#### EXERCISE PROMPT
Repeat exactly the lines that run from the one containing "6 2 6-2v14l-6" to the end of the data, and leave out all others.

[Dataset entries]
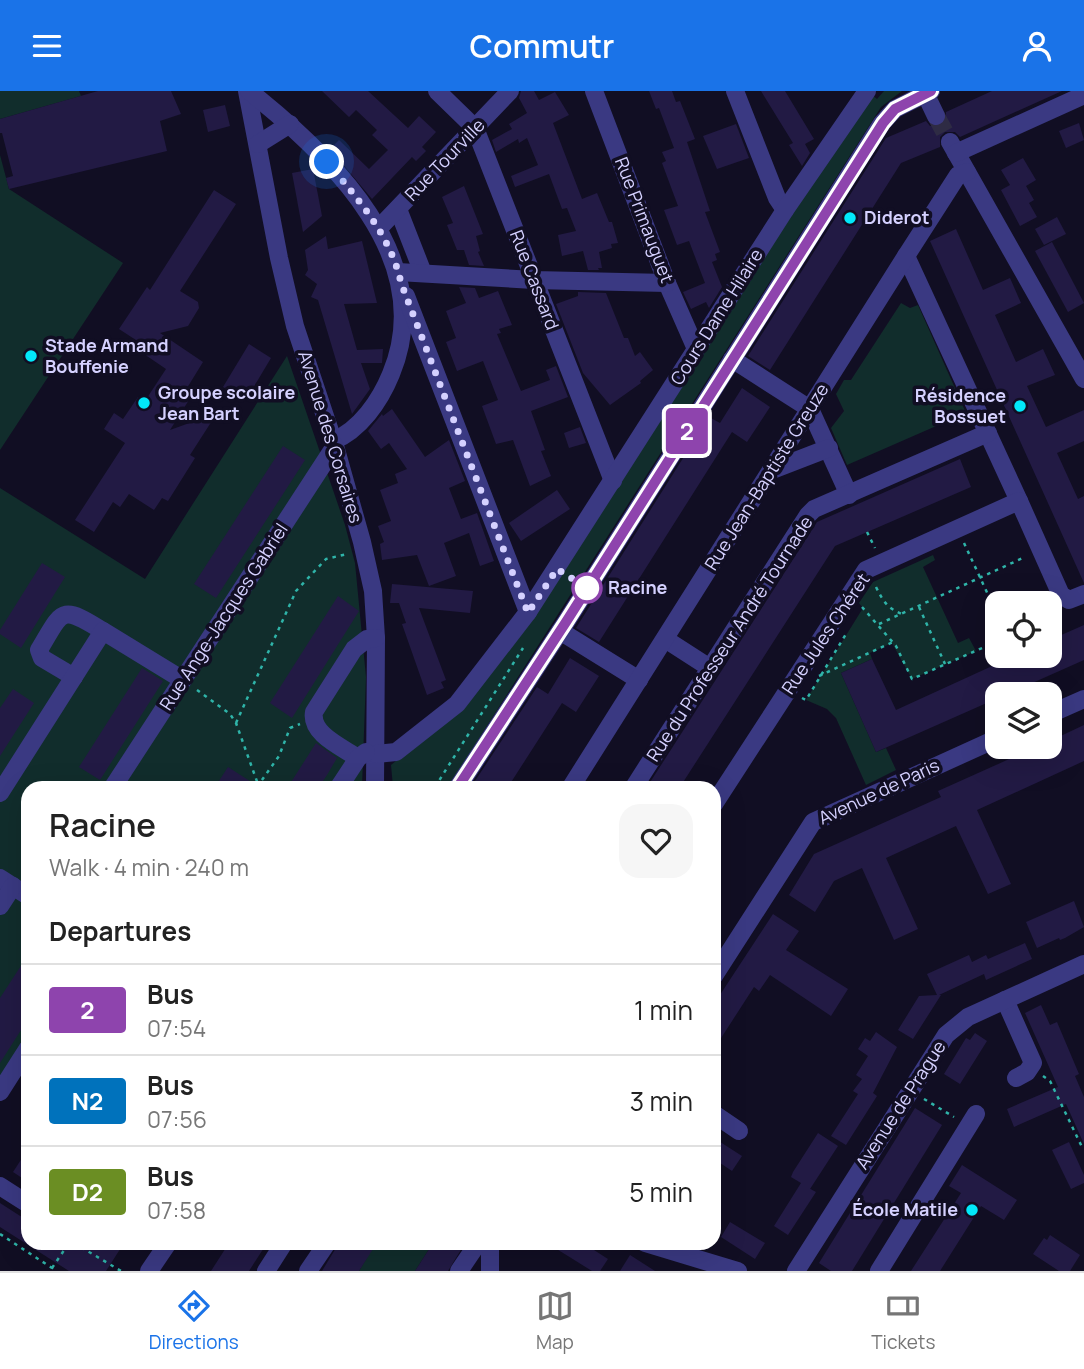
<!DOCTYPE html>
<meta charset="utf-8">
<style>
body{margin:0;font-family:Manrope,sans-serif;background:#f6f6f6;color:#222;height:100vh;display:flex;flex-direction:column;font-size:26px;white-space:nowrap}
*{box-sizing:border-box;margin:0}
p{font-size:23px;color:#767676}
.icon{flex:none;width:38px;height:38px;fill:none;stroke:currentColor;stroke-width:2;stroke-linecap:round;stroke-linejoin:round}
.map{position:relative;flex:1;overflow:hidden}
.sheet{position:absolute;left:21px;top:690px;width:700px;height:469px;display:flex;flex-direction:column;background:#fff;border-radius:21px;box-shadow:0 7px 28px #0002}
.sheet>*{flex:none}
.badge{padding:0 14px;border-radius:5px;font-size:24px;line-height:46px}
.fabs{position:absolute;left:985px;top:500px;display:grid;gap:14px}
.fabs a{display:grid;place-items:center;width:77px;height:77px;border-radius:14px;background:#fff;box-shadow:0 7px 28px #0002;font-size:35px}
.you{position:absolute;width:35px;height:35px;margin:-18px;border:5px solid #fff;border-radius:50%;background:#1a73e8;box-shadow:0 0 0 10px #1a73e833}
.map>.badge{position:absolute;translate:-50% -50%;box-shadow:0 0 0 4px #fff}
h2{padding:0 28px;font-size:26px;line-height:63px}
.round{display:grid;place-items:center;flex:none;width:74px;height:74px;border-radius:21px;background:#f6f6f6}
.summary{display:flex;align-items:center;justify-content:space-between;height:119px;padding:0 28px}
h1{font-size:33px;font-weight:600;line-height:52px}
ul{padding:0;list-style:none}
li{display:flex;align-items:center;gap:21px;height:91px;padding:0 28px;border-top:2px solid #e0e0e0}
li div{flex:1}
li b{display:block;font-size:26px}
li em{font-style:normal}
li .badge{min-width:77px;font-weight:700;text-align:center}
header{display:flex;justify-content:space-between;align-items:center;height:91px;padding:0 28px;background:#1a73e8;color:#fff;font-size:32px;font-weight:600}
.tabs{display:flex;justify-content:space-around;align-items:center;height:98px;border-top:2px solid #e0e0e0;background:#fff;font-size:19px;color:#767676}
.tabs a{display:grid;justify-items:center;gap:4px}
.tabs .current{color:#1a73e8}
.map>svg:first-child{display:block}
.green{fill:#112d2c}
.building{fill:#221a44}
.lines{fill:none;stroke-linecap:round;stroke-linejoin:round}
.minor-tunnel{stroke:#2e2b44;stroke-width:18;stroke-dasharray:18 9;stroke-linecap:butt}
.path{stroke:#2fb4a9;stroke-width:2.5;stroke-dasharray:3.5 5;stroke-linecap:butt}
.minor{stroke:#3a3982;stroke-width:18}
.line-casing{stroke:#fff;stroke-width:16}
.line{stroke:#8e44ad;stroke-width:10}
.walk{stroke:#d5d1ff;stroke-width:7;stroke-dasharray:0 12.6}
.poi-dot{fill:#02e8fa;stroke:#110e23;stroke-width:2.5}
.stop-dot{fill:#fff;stroke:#8e44ad;stroke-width:3.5}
.labels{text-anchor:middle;stroke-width:7;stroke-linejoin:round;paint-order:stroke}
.street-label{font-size:18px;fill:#d5d1ff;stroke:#110e23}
.poi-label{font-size:18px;font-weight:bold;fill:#d5d1ff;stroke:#110e23;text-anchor:start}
.stop-label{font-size:18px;font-weight:bold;fill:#d5d1ff;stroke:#110e23;text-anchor:start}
</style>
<header><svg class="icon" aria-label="menu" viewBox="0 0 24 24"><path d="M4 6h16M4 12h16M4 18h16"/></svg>Commutr<svg class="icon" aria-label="person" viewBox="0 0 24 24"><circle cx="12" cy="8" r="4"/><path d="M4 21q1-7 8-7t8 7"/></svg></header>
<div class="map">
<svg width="1084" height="1180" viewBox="0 0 1084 1180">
<rect width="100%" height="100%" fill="#110e23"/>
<g class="green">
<path d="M0,0H79L81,5L0,28Z"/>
<path d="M884,0H902L881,16L448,696H393L391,674L467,612L844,37L872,4L877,8Z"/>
<path d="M0,64L9,98L123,172L0,359Z"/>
<path d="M901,212L910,217L918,214L966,322L847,374L831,337L844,320L836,303L844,289H851Z"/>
<path d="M287,265L345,434L355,472L366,586L362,696H28V957L0,1001V397L145,488Z"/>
<path d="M933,464L935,469L923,476L958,552L969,547L976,560L912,588L892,552L870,562L872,568L841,582L876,661L886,657L896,679L866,694L836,627L827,618L806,609L863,517L859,512L873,491Z"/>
<path d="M362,1152H433L415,1180H359L372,1158Z"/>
</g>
<g class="building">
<path d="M98,0H171L181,23L160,30L167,60L9,98L6,87L13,85L2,42H0V28Z"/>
<path d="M322,0H368L408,37L419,25L436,41L422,56L426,60L416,70L412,66L372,108L330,58L339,49L369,78L388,59L372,44L377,39L356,19L349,26Z"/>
<path d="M521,0H534L539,9L555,1L569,24L553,32L582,108L597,102L609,131H612L618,152L611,153L612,157L599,161L602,177H598L599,179H588L583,160L562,165L558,144L576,140L567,117L562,118L549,83L515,96L511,85L538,74L527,47L519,52L518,48L496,61L492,49L512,38L509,33L527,22L519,7Z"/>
<path d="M649,0H672L676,11L680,10L695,48L687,51L710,120L705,121L720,161L715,163L717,169L712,171L722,196L709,217L706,211L691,218L683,201L705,192L689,150L677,154L664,119L678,115L662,72L666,70L662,61L674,57L659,17L656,18Z"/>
<path d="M761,0H785L814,48L805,53L810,62L802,75L789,54L793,52Z"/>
<path d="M992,0H1062L960,46L955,41H945L940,46V56L901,72L770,279L748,265L886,47L926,30L930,35H940L946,31V21Z"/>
<path d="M225,14L230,35L208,41L203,19Z"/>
<path d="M1079,32L1084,49L1066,57L1059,40Z"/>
<path d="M736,33L749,67L717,78L703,45Z"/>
<path d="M1023,67L1036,89L1026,95L1034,109L1029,112L1037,126L1020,135L1001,99L1010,94L1001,79Z"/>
<path d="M313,78L322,125L303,141L292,82Z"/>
<path d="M464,95L483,143L476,145L480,160L478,161L484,175L469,174L464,159H457L447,134L453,132L442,106Z"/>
<path d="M214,99L236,113L180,200L198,211L199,217L188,235L160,242L203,271L187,297L194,301L170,339L217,322L190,364L195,367L168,410L162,407L154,419L129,403L120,416L113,411L94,441L75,429L125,352L104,338L114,322L123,328L138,306L145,310L166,278L144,263L142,253L119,238L147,196L150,199Z"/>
<path d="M1057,126L1066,143L1044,154L1035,138Z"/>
<path d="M956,138L983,199L1010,187L1021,212L995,224L1016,271L1043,258L1055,284L1027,295L1046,336L1084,319V350L1057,362L1078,408L1084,405V492L930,150Z"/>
<path d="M326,145L328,158L362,150L377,212L344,213L357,259L383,258L382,272H361L370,298L352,323L318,209L311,206L317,193L305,184L308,179L305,159Z"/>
<path d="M1052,151L1084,212L1068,221L1035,160Z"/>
<path d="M459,196L475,197L479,207L498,200L512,234L499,238L501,242L497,243L521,300L550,289L546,279L556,275L568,306L531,320L545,359L541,360L551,385L530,395L513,349L496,353L482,315L498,309L483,270L457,280L446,251L456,247L446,220L466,212Z"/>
<path d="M578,201L606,202L624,247H628L635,265L640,261L653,279L640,290L641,292L610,314L583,282L556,213L578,205Z"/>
<path d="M249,253L271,267L246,309L223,296Z"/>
<path d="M742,297L770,316L747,351L732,341L599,551L576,537L709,326L720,332Z"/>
<path d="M392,318L425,366L449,349L465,390L449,397L461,428L477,422L494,470L480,475L469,442L444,452L456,485L429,495L417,464L382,469L380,453L384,451L378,435L391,430L380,399L398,392L395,383L407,378L389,352L381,358L368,340L382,323L383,325Z"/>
<path d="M580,336L586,352L569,357L564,342Z"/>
<path d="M283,355L305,369L216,507L194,493Z"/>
<path d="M960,368L971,396L835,455L680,696H647L817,431Z"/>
<path d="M557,399L570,418L521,450L509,432Z"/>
<path d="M42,472L65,486L21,557L0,543V539Z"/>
<path d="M392,493L473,500L470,522L419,517L446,589L441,591L444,597L427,604L402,533L406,532L399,512H390Z"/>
<path d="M338,505L359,520L292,627L270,612Z"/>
<path d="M1084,534V569L1005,604H998V607L876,661L841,582L872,568L896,619L1014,565H1050V549Z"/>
<path d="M570,567L599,585L576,621L562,612L508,696H471L537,596L548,603Z"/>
<path d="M142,577L163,590L100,689L79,676Z"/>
<path d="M13,598L34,612L0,665V617Z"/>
<path d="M1084,634V670L977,719L1011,793L988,803L956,735L886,767L918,838L894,849L862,777L834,790L815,821L789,804L814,763L941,706L938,700L1036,656H1050V650Z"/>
<path d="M316,652L337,667L327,684L319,696H288Z"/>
<path d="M228,676L259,696H215Z"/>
<path d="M1074,810L1084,836L1065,847L1060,849L1059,847L1037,857L1026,831Z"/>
<path d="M773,823L799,840L786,859L848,898L831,925L770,884L759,900L754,896L714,958V913Z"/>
<path d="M1025,852L1032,868L986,889L984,883L939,904H941L913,948L898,939L919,905L937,904L927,883L969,864L972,871L986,864L988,868Z"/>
<path d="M28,864V928L0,972V907Z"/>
<path d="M1041,914L1050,934L1057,931L1079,983L1075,985L1084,1006V1053L1066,1013L1014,1036L1007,1018L1058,996L1025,922Z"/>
<path d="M876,941L897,956L873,1002L877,1005L846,1054L831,1045L858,1003L853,1000L862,988L856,984L868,965L858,958L865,947L870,950Z"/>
<path d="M975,942L987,950L960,993L944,983L966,947L970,949Z"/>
<path d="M915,1017L942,1034L852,1180H831L819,1172Z"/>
<path d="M818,1042L838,1055L810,1098L805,1095L816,1101L788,1144L774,1135L801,1092L791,1086L793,1081Z"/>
<path d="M714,1047L742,1065L732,1080L714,1068Z"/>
<path d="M1069,1051L1084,1084V1092L1071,1098L1052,1059Z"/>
<path d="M28,1058V1091L13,1081Z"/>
<path d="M962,1074L1017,1109L1004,1129L981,1115L940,1180H911L961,1102L949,1095Z"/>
<path d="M0,1112L28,1130V1152H124L106,1180H69L0,1136Z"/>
<path d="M730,1131L765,1152L755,1168L721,1146Z"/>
<path d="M1050,1144L1080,1164L1070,1180H1059L1033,1163L1044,1147L1047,1149Z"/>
<path d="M229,1152H267L249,1180H211Z"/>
<path d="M339,1152H362L373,1158L359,1180H322Z"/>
<path d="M433,1152H465L448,1180H415Z"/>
<path d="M547,1152H583L608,1168L600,1180H592Z"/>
<path d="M630,1164L655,1180H620Z"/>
</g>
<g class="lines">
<path class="minor-tunnel" d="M936,25L950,51"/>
<g class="path">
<path d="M867,441L875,457"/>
<path d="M964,452L998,525"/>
<path d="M876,496C883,510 887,517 902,523"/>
<path d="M862,516L896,555L912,588L998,550"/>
<path d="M919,516L945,573"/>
<path d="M1050,527L1059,523"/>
<path d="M879,533L1025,466"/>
<path d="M819,585L893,551"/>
<path d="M197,599L230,623L236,632L259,696"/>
<path d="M802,607L806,609L846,543"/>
<path d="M236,632L296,500L326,468L347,463"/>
<path d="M257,696L279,665L290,637L300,633"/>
<path d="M435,696L523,557"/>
<path d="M1043,985L1050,990L1082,1056L1084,1055"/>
<path d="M924,1008L954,1026"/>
<path d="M0,1143L52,1177L50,1180"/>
<path d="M74,1152L121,1180"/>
<path d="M52,1177L69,1152"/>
</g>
<g class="minor">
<path d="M247,0L279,167L295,235L335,355L362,451L373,500L376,547L375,696"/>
<path d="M249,0C331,65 439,168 391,283C380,310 360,339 333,350"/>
<path d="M437,0L475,37L613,390"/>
<path d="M594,0L667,192L696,258"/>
<path d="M735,0L777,107L785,119"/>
<path d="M924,0L936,25"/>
<path d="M950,51L1084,288"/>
<path d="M258,53L290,33"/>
<path d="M956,62L1084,4"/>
<path d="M398,118L423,182"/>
<path d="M379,137L510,0"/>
<path d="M906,165L1019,410"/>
<path d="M398,181L534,189L667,192"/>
<path d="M406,205L528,521"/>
<path d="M732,268L810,318L849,404"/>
<path d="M772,379L829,357"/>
<path d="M560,540L639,589"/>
<path d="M665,548L710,577"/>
<path d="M74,586L42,567L39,559C63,519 60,513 103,540"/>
<path d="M1050,623L1084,608"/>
<path d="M376,663L396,661L457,613L528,521L785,119L867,0"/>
<path d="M358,667C342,656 310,643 314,621L354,558L367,548L376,547"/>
<path d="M113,696L335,355"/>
<path d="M339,696L358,667L366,661"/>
<path d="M458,696L566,531L882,32L895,18L931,0"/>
<path d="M571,696L906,165L958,84L967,81"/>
<path d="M634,696L808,424L814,418L988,342"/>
<path d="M0,702L103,540L183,589"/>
<path d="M714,713L866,479L1019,410L1061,504L1069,509L1084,503"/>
<path d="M0,787L28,805"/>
<path d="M0,815L13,795"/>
<path d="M714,885L813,731L998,647"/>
<path d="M1005,909L1033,972L1027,981L1016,987"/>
<path d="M0,1001L28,957"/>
<path d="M714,1023L739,1040"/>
<path d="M0,1095L28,1113"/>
<path d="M490,1152V1180"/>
<path d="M645,1152L738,1180"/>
<path d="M149,1180L168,1152"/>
<path d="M266,1180L284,1152"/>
<path d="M308,1180L327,1152"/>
<path d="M459,1180L478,1152"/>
<path d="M796,1180L946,944L968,926L1084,873"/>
<path d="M879,1180L976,1023"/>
</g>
</g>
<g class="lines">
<defs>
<path id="line" d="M458,696L566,531L883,32L895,18L931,0"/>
</defs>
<use href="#line" class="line-casing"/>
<use href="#line" class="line"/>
<path class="walk" d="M327,71C358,108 391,145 401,192L528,522L557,478L587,497"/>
</g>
<g class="poi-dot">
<circle cx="850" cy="127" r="7"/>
<circle cx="31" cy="265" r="7"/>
<circle cx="144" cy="312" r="7"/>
<circle cx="1020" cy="315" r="7"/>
<circle cx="972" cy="1119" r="7"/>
</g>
<circle class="stop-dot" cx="587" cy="497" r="14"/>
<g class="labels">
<g class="street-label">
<text transform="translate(445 69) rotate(-46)" y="6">Rue Tourville</text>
<text transform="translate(644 129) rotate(69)" y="6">Rue Primauguet</text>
<text transform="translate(534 189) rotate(69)" y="6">Rue Cassard</text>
<text transform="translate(717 226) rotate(-58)" y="6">Cours Dame Hilaire</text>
<text transform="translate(330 346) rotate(73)" y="6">Avenue des Corsaires</text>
<text transform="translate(767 386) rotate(-58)" y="6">Rue Jean-Baptiste Greuze</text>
<text transform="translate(224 526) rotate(-57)" y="6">Rue Ange-Jacques Gabriel</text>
<text transform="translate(826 543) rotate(-56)" y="6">Rue Jules Chéret</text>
<text transform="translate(730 548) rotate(-57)" y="6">Rue du Professeur André Tournade</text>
<text transform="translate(879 701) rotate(-25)" y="6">Avenue de Paris</text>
<text transform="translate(901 1014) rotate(-57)" y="6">Avenue de Prague</text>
</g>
<g class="poi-label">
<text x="864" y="133">Diderot</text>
<text x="45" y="261">Stade Armand<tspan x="45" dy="21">Bouffenie</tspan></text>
<text x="158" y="308">Groupe scolaire<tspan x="158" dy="21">Jean Bart</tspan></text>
<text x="1006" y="311" text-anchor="end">Résidence<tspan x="1006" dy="21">Bossuet</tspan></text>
<text x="958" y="1125" text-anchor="end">École Matile</text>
</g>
<g class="stop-label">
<text x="608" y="503">Racine</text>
</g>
</g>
</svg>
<div class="fabs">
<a><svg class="icon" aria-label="locate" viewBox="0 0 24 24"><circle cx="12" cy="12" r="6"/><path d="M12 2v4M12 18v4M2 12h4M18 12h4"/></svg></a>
<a><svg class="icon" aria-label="layers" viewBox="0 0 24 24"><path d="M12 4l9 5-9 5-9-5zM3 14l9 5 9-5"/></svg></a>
</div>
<div class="you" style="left:327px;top:71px"></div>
<b class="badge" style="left:687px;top:340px;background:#8e44ad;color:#fff">2</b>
<section class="sheet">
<div class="summary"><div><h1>Racine</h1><p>Walk · 4 min · 240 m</p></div><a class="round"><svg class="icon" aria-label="heart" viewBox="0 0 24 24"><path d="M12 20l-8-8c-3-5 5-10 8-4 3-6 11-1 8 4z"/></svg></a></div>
<h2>Departures</h2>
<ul>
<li><span class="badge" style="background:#8e44ad;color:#fff">2</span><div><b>Bus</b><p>07:54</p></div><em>1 min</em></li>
<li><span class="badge" style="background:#0072bc;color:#fff">N2</span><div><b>Bus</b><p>07:56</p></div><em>3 min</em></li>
<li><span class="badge" style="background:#6b8e23;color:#fff">D2</span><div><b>Bus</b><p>07:58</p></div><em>5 min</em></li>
</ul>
</section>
</div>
<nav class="tabs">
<a class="current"><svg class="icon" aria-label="directions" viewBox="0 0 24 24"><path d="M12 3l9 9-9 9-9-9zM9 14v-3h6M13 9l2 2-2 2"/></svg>Directions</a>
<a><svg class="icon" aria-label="map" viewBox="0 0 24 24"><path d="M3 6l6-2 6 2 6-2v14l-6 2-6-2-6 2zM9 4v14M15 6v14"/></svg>Map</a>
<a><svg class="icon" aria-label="tickets" viewBox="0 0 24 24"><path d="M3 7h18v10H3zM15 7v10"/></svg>Tickets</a>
</nav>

#### YOUR SOLUTION
<a><svg class="icon" aria-label="map" viewBox="0 0 24 24"><path d="M3 6l6-2 6 2 6-2v14l-6 2-6-2-6 2zM9 4v14M15 6v14"/></svg>Map</a>
<a><svg class="icon" aria-label="tickets" viewBox="0 0 24 24"><path d="M3 7h18v10H3zM15 7v10"/></svg>Tickets</a>
</nav>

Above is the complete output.